ABD’nin yaptığı toplam ithalat her durumda azalacaktır. Bu durumda Türkiye’den ABD’ye ihracat yapacak firmalar, daha küçük bir pazara mal satmaya çalışacak.
Önceki yazımda tarife artışlarının küresel ekonomik etkilerinin ne olabileceğine değinmiştim. Bugün ise Türkiye’ye etkilerinin ne olabileceğine bakalım. Olumlu etkiler de göreceğiz, olumsuz etkiler de…
Mevcut tarifelerde indirim ya da istisna yapılmayacağı ve vergilerin uzun süre yüksek kalacağı varsayımı altında;
1- 2024’te 3,3 trilyon dolar ile en büyük ithalatçı olan ABD’nin diğer ülkelerden yaptığı tedarik bazı hesaplamalara göre yüzde 20 civarında düşecek. Oranın ne olacağını tam olarak tahmin etmemiz çok zor olsa da ABD’nin yaptığı toplam ithalat her durumda azalacaktır. Bu durumda Türkiye’den ABD’ye ihracat yapacak firmalar, daha küçük bir pazara mal satmaya çalışacak.

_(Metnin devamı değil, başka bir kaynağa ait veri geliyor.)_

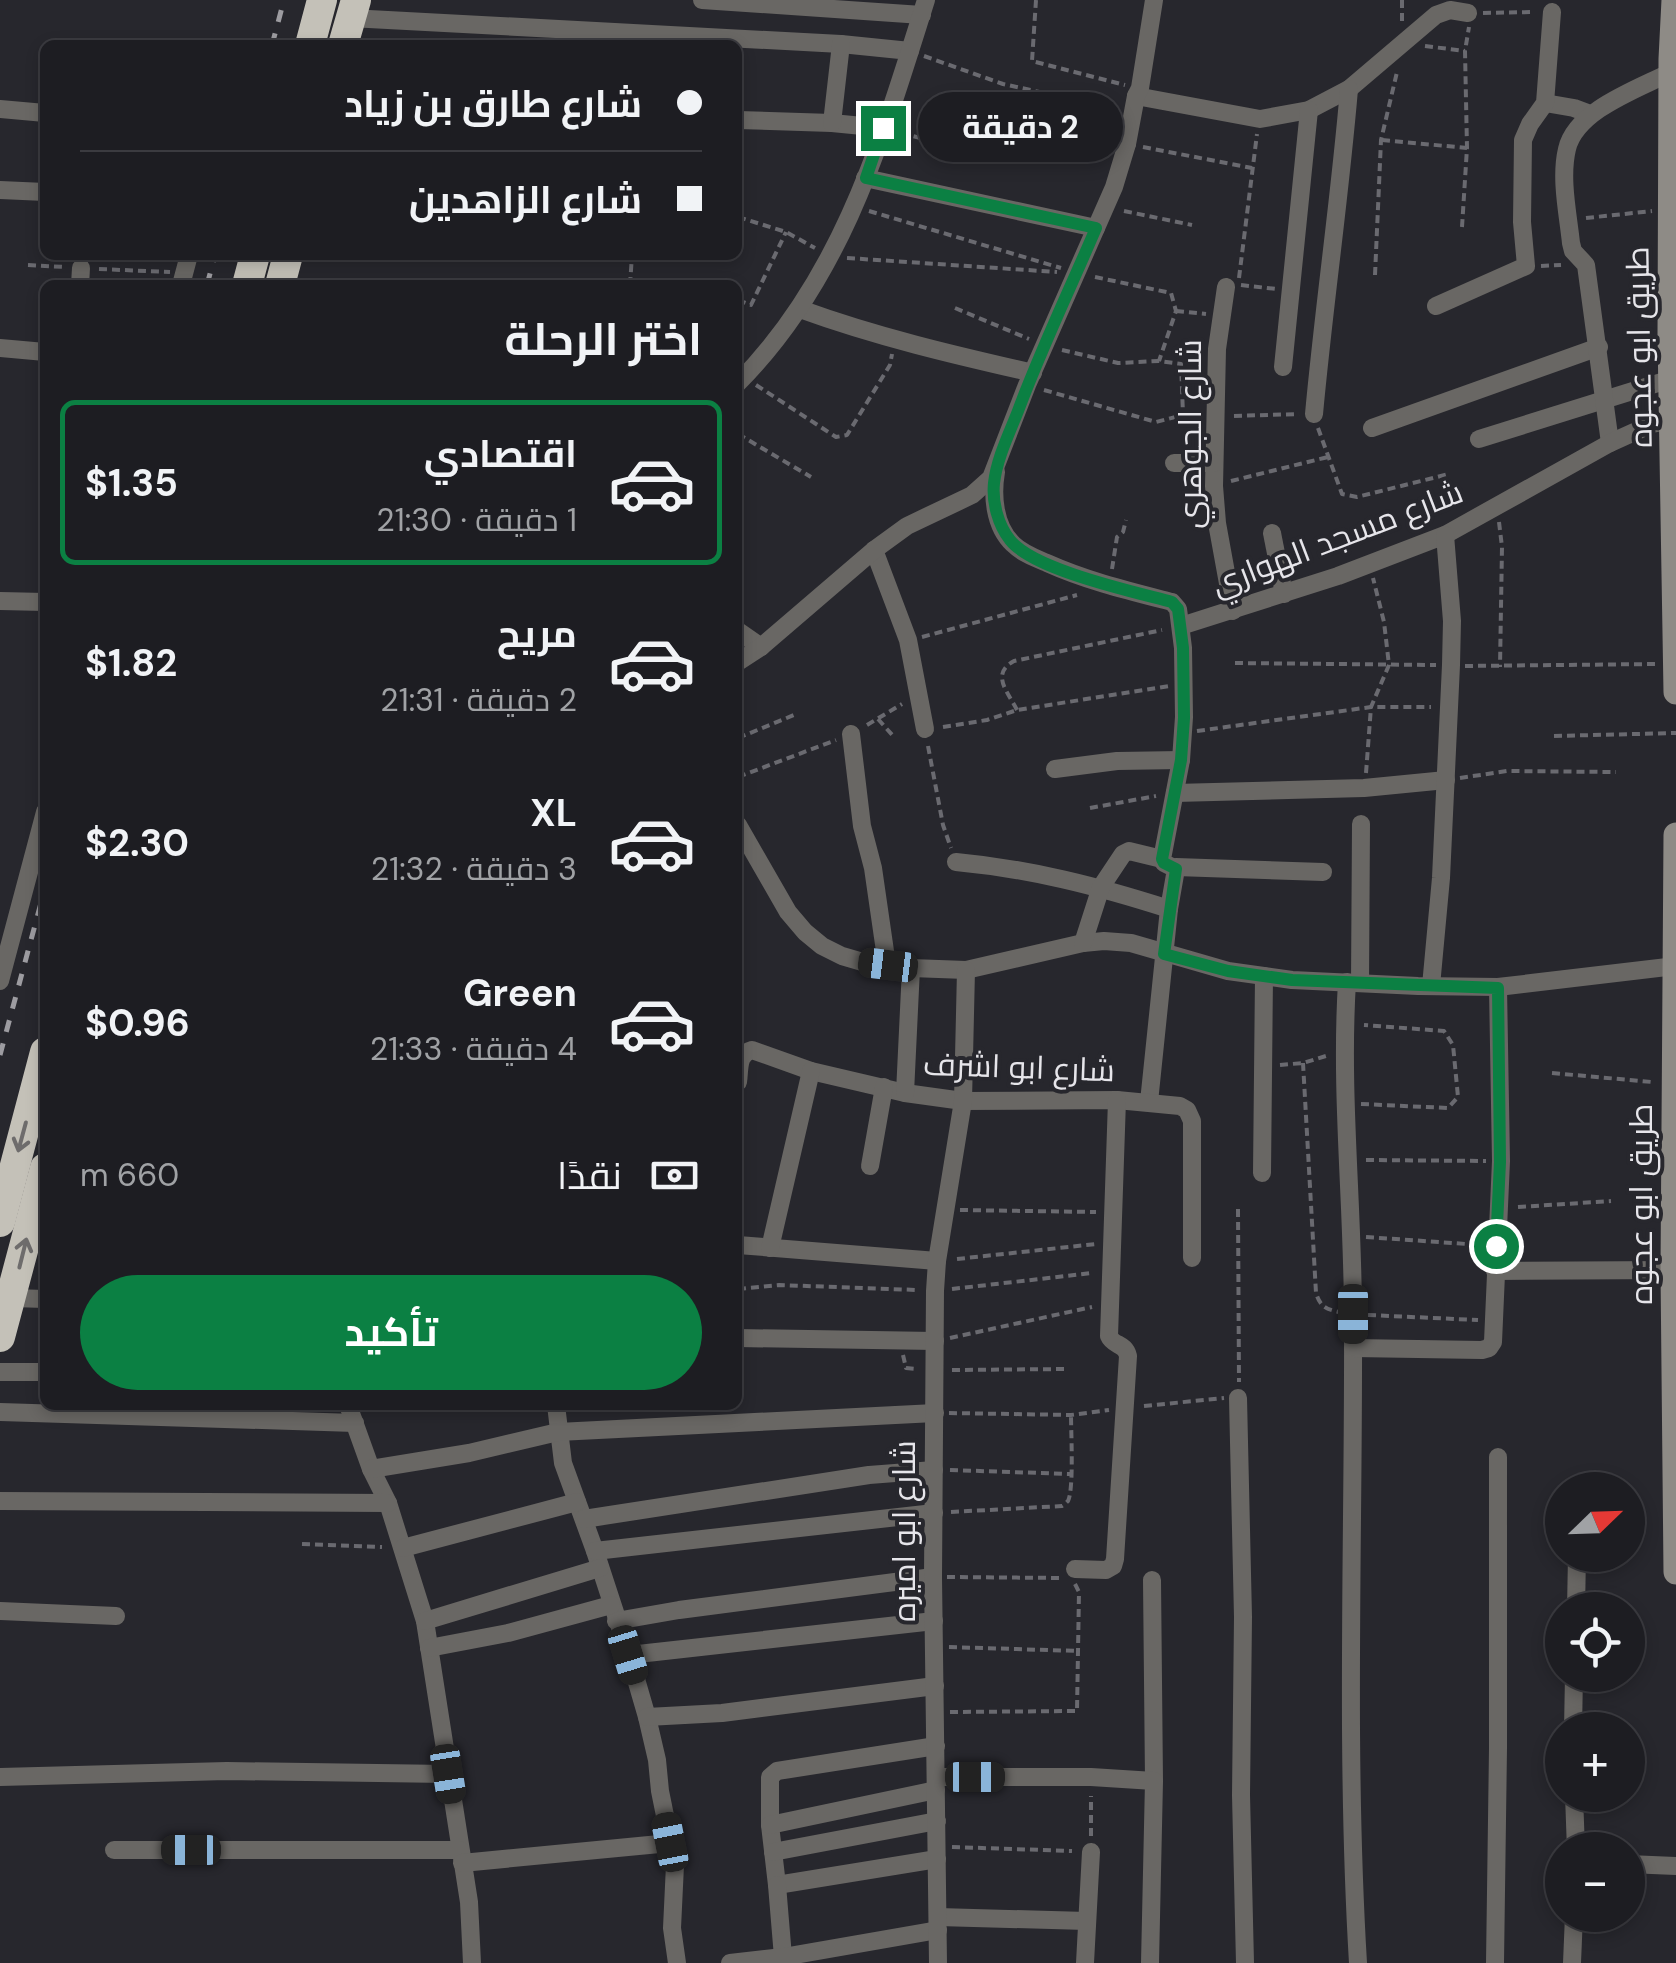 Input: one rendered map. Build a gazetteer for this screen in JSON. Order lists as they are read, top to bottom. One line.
{"streets":{"street":["طريق ابو عجوه","شارع الجوهري","شارع مسجد الهواري","شارع ابو اشرف","شارع ابو اميره"]},"crossings":[["طريق ابو عجوه","شارع مسجد الهواري"],["شارع الجوهري","شارع مسجد الهواري"],["شارع ابو اشرف","شارع ابو اميره"]],"north":"top right","page":{"banner":["شارع طارق بن زياد","شارع الزاهدين"],"bubble":"2 دقيقة","heading":"اختر الرحلة","list":[{"name":"اقتصادي","note":"1 دقيقة · 21:30","value":"$1.35"},{"name":"مريح","note":"2 دقيقة · 21:31","value":"$1.82"},{"name":"XL","note":"3 دقيقة · 21:32","value":"$2.30"},{"name":"Green","note":"4 دقيقة · 21:33","value":"$0.96"}],"pay":["نقدًا","660 m"],"buttons":"تأكيد","map_buttons":["+","−"]}}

2- ABD’nin dış dünyadan talebi gerileyince, arz fazlası ve rekabet saikleriyle dünya çapında mal fiyatlarında düşüş olacak. Bundan daha büyük bir etki, halihazırda düşmeye başlamış olan enerji ve diğer hammadde fiyatlarından gelecek. Dolayısıyla Türkiye’nin de ihraç ettiği ürünlerin fiyatları düşecek.
3- Türkiye için duyurulan yüzde 10’luk gümrük vergi oranı, rekabet içinde olduğumuz pek çok ülkeye uygulanacak vergiden daha düşük. Bu, ABD’ye ihracat yapan firmalarımıza bir avantaj sağlayacak. Hesaplamalar bu avantajın yüzde 6 civarında olduğunu gösteriyor. Ancak ABD ithalatının azalacağını tekrar hatırlatayım.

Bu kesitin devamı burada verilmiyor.